3 / icky


Part of having feelings is this irksome inkling that what he did wasn't right.

At first, he could justify it. Let it roll off his shoulders like every other time he's done something like this. Hell knows there have been plenty of those times. Now he's sitting in her car, trying not to get chocolate on the seat, and whenever he looks over at her he relives the night, looking for ways not to feel icky about it.

He sees his hand hovering over the doorknob while the world is dark; letting himself in and moving, cloaked and soundless, into her dorm room; kneeling beside her bed and looking into her sleeping face, a face he's seen twisted in pain so many times it quite literally gives him a wrenching feeling down the center of his body as if his gut is trying to yank his heart down and punt it through his asshole. He sees himself gently taking her hand, feeling her soft fingers in his palm, holding his breath while he takes, and takes, and takes until he's certain it will be hours before her magic replenishes, enough time for the sun to rise, to buy her coffee, and return.

"Stop looking at me," she gripes, and he complies, still in disbelief that she agreed to this. Given their track record, she'll probably try to stab him.
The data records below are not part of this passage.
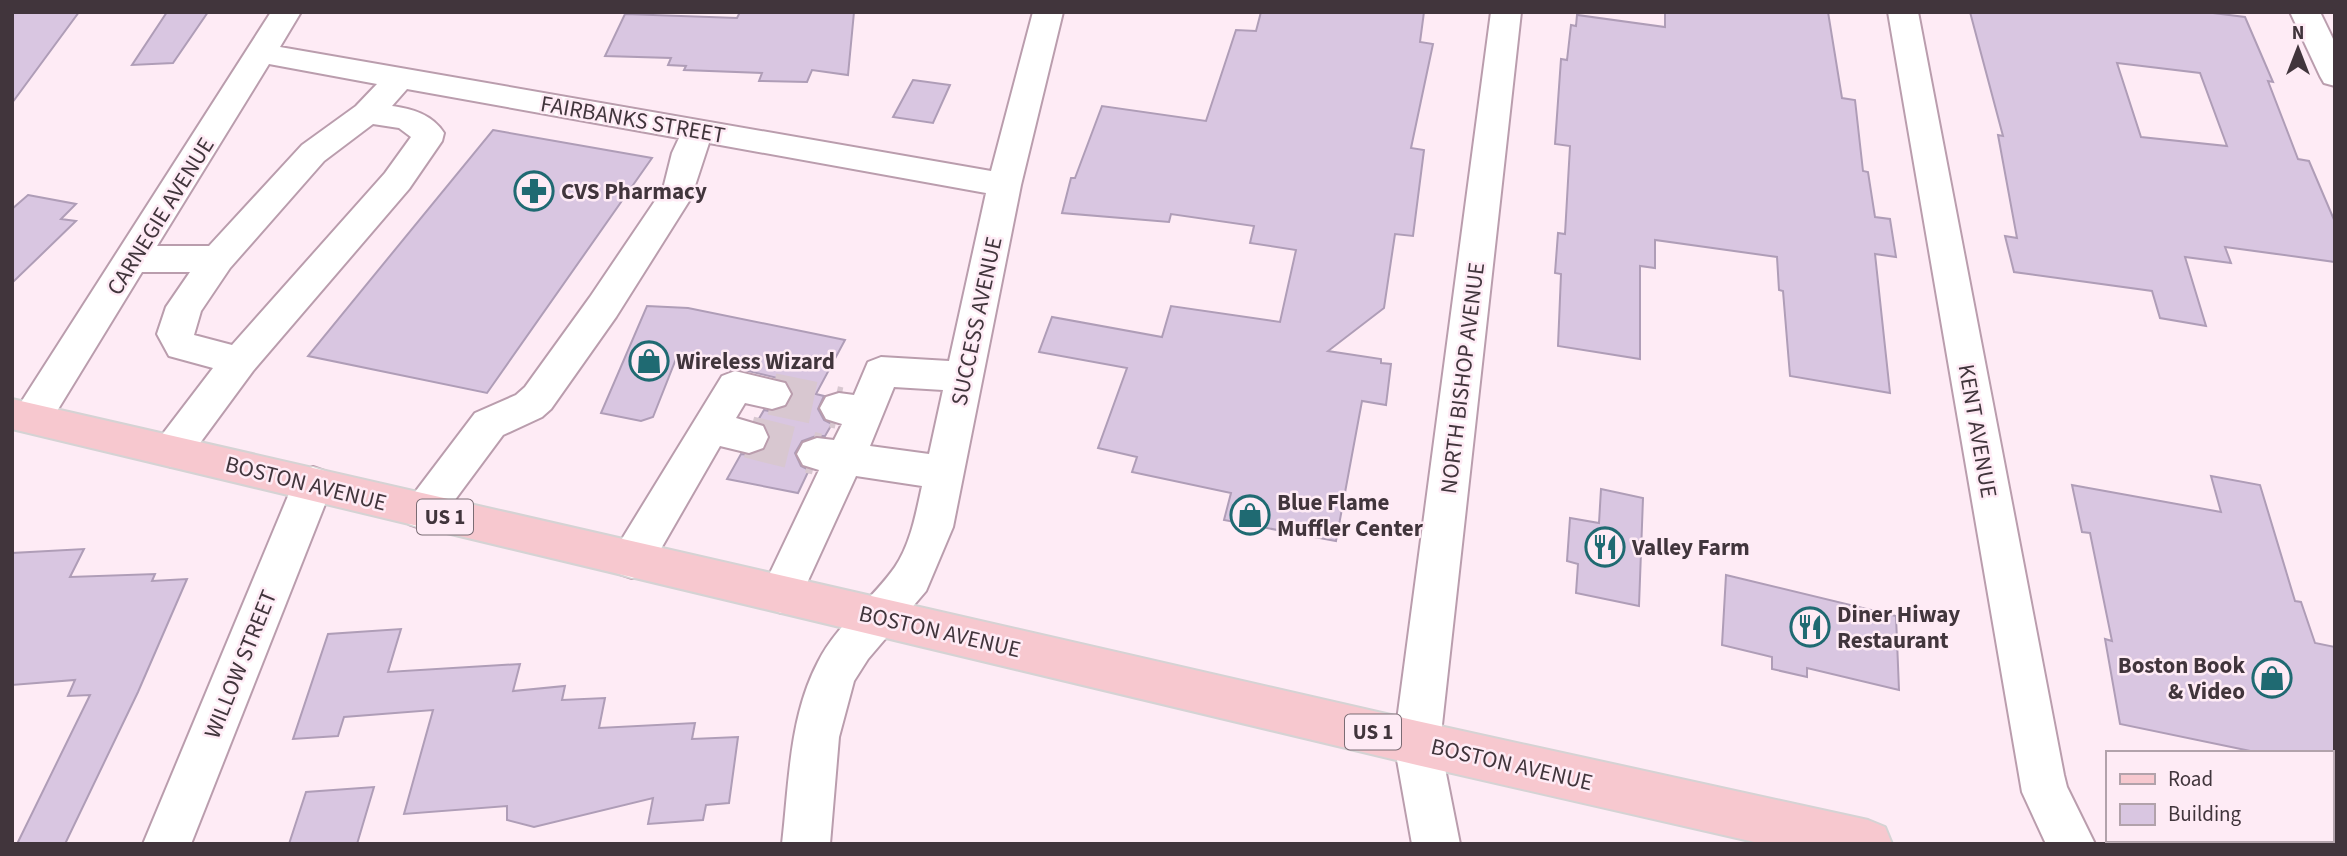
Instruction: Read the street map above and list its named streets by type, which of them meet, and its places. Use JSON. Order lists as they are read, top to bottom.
{
  "streets": {
    "main road": ["BOSTON AVENUE", "US 1"],
    "street": [
      "FAIRBANKS STREET",
      "CARNEGIE AVENUE",
      "SUCCESS AVENUE",
      "NORTH BISHOP AVENUE",
      "KENT AVENUE",
      "WILLOW STREET"
    ]
  },
  "crossings": [
    ["FAIRBANKS STREET", "CARNEGIE AVENUE"],
    ["FAIRBANKS STREET", "SUCCESS AVENUE"],
    ["CARNEGIE AVENUE", "BOSTON AVENUE"],
    ["SUCCESS AVENUE", "BOSTON AVENUE"],
    ["NORTH BISHOP AVENUE", "BOSTON AVENUE"],
    ["BOSTON AVENUE", "WILLOW STREET"]
  ],
  "places": {
    "pharmacy": ["CVS Pharmacy"],
    "shop": ["Wireless Wizard", "Blue Flame Muffler Center", "Boston Book & Video"],
    "restaurant": ["Valley Farm", "Diner Hiway Restaurant"]
  },
  "legend": ["Road", "Building"],
  "north": "top"
}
She's probably just pretending that she won't, so she has a chance to do it again. What will she use next? The shard of a broken CD? A plastic straw from her Subway soda? Anything is a weapon in Bonnie Bennett's hands.

But she wouldn't actually kill him, right? She knows the consequences. She has to know, too, that he'd do anything to protect his coven. Even if it means a showdown with her.

She doesn't like him, that much is clear. But he's never given her a reason to. Incidentally, she's never given him a reason to like her either. He just does. It gets him nowhere to question it. Obviously, she's hot. But so are tons of people, and he can't begin to tolerate the idea of feeling as interested in anyone else as he is in her.

What is it about her?

And who gave her the right?

Ever since he's had these things, these fucking feelings, he really can't fucking stop thinking about her. It isn't just guilt.

Examining his attraction to power, he's considered her strength a possible lure. When he first laid eyes on her, he didn't have to provoke her to know she was powerful. Her power is evident in the way she moves through the world. Any world. Even if her magic isn't "working." Provoking her anyway certainly helped pinch her cramped magic awake, and it kind of turns him on that seeing him was all it took for her to start a fire. It turned him on then, too. But he knows that she wouldn't have needed him. Eventually, she would have burned his whole world down finding her way out. She's resilient. Resilient people spell danger for him.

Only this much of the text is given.